Objective: While the role of hedgehog (Hh) signaling in promoting zonal fibrocartilage production during development is well-established, whether this pathway can be leveraged to improve tendon-to-bone repair in adults is unknown. Our objective was to genetically and pharmacologically stimulate the Hh pathway in cells that give rise to zonal fibrocartilaginous attachments to promote tendon-to-bone integration.
Design: Hh signaling was stimulated genetically via constitutive Smo (SmoM2 construct) activation of bone marrow stromal cells or pharmacologically via systemic agonist delivery to mice following anterior cruciate ligament reconstruction (ACLR). To assess tunnel integration, we measured mineralized fibrocartilage (MFC) formation in these mice 28 days post-surgery and performed tunnel pullout testing.

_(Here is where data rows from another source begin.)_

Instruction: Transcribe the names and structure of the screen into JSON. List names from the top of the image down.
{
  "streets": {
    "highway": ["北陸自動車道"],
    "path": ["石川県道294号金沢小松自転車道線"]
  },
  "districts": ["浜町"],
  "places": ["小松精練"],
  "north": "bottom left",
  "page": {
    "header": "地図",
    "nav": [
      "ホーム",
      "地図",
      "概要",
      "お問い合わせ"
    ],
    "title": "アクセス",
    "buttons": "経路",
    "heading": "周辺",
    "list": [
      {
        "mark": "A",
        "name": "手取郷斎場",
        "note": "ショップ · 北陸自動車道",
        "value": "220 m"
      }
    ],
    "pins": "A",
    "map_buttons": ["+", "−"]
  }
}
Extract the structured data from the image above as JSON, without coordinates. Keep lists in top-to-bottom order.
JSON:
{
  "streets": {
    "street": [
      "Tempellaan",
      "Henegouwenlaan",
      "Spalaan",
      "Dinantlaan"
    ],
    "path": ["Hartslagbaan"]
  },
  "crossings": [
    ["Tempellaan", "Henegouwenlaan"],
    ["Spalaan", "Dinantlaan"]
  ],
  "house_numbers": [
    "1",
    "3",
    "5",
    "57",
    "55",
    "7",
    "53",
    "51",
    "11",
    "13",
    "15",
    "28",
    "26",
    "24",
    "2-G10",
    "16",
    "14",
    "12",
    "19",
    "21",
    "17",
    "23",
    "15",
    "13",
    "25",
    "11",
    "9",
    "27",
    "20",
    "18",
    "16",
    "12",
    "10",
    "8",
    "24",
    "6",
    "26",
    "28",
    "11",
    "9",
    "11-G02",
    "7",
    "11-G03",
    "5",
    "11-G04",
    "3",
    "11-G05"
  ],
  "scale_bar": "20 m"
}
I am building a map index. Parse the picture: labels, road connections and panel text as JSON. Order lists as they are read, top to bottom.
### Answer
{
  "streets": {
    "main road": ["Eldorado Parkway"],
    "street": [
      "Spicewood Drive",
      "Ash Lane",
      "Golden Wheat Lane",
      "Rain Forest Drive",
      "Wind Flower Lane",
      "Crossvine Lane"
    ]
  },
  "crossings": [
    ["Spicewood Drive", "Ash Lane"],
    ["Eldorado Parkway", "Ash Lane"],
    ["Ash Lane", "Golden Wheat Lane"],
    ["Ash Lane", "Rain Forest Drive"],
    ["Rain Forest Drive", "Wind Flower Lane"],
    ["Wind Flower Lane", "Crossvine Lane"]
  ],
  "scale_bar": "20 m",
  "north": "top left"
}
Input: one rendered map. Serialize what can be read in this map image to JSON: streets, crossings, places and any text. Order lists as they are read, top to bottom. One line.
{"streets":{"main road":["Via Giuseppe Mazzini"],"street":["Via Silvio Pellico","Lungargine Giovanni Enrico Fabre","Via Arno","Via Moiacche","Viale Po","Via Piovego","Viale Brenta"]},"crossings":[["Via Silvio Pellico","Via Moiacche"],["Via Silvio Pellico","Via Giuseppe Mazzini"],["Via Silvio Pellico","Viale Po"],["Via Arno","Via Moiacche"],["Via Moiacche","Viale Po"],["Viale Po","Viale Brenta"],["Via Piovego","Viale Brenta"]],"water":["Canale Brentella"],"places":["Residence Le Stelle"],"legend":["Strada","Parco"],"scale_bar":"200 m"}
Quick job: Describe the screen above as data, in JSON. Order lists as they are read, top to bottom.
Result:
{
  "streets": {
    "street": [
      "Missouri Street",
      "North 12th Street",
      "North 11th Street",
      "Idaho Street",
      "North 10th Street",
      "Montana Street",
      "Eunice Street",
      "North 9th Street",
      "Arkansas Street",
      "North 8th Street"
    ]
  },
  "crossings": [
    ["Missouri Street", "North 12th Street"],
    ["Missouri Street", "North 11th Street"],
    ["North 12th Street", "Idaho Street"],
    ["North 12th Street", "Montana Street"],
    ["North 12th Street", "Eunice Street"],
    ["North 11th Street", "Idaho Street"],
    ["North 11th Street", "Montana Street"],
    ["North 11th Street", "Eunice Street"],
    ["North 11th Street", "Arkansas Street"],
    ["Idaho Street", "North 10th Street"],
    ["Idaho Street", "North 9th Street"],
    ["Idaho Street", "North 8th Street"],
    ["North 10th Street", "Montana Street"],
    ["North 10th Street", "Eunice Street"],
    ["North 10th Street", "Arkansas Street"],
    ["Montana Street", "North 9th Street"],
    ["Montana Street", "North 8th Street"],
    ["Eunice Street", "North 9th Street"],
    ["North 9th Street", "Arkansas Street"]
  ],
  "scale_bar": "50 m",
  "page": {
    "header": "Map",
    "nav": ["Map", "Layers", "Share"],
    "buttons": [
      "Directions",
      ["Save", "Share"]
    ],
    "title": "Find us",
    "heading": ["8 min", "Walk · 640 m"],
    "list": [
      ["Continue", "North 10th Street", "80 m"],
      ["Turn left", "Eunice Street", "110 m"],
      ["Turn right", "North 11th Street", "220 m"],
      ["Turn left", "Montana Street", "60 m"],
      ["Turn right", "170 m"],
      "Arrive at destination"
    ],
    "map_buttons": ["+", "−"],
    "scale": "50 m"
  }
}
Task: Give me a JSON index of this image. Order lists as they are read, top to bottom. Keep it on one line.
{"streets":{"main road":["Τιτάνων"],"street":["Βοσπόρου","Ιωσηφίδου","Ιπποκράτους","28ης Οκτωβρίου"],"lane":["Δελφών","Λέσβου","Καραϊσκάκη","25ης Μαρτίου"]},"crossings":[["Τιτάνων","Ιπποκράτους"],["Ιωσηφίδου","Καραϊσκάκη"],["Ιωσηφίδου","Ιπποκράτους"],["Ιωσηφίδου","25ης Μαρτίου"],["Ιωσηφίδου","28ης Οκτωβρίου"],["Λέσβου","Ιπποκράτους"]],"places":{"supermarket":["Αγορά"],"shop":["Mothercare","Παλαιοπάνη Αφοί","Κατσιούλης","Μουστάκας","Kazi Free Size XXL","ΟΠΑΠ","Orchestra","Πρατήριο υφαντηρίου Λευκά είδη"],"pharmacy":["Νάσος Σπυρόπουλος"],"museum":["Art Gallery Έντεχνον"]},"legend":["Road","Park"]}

Results: Hh pathway-related genes increased in cells forming the zonal attachments in wild-type mice. Both genetic and pharmacologic stimulation of the Hh pathway increased MFC formation and integration strength 28 days post-surgery. We next conducted studies to define the role of Hh in specific stages of the tunnel integration process. We found Hh agonist treatment increased the proliferation of the progenitor pool in the first week post-surgery. Additionally, genetic stimulation led to continued MFC production in the later stages of the integration process. These results indicate that Hh signaling plays an important biphasic role in cell proliferation and differentiation towards fibrochondrocytes following ACLR.
Conclusion: This study reveals a biphasic role for Hh signaling during the tendon-to-bone integration process after ACLR. In addition, the Hh pathway is a promising therapeutic target to improve tendon-to-bone repair outcomes.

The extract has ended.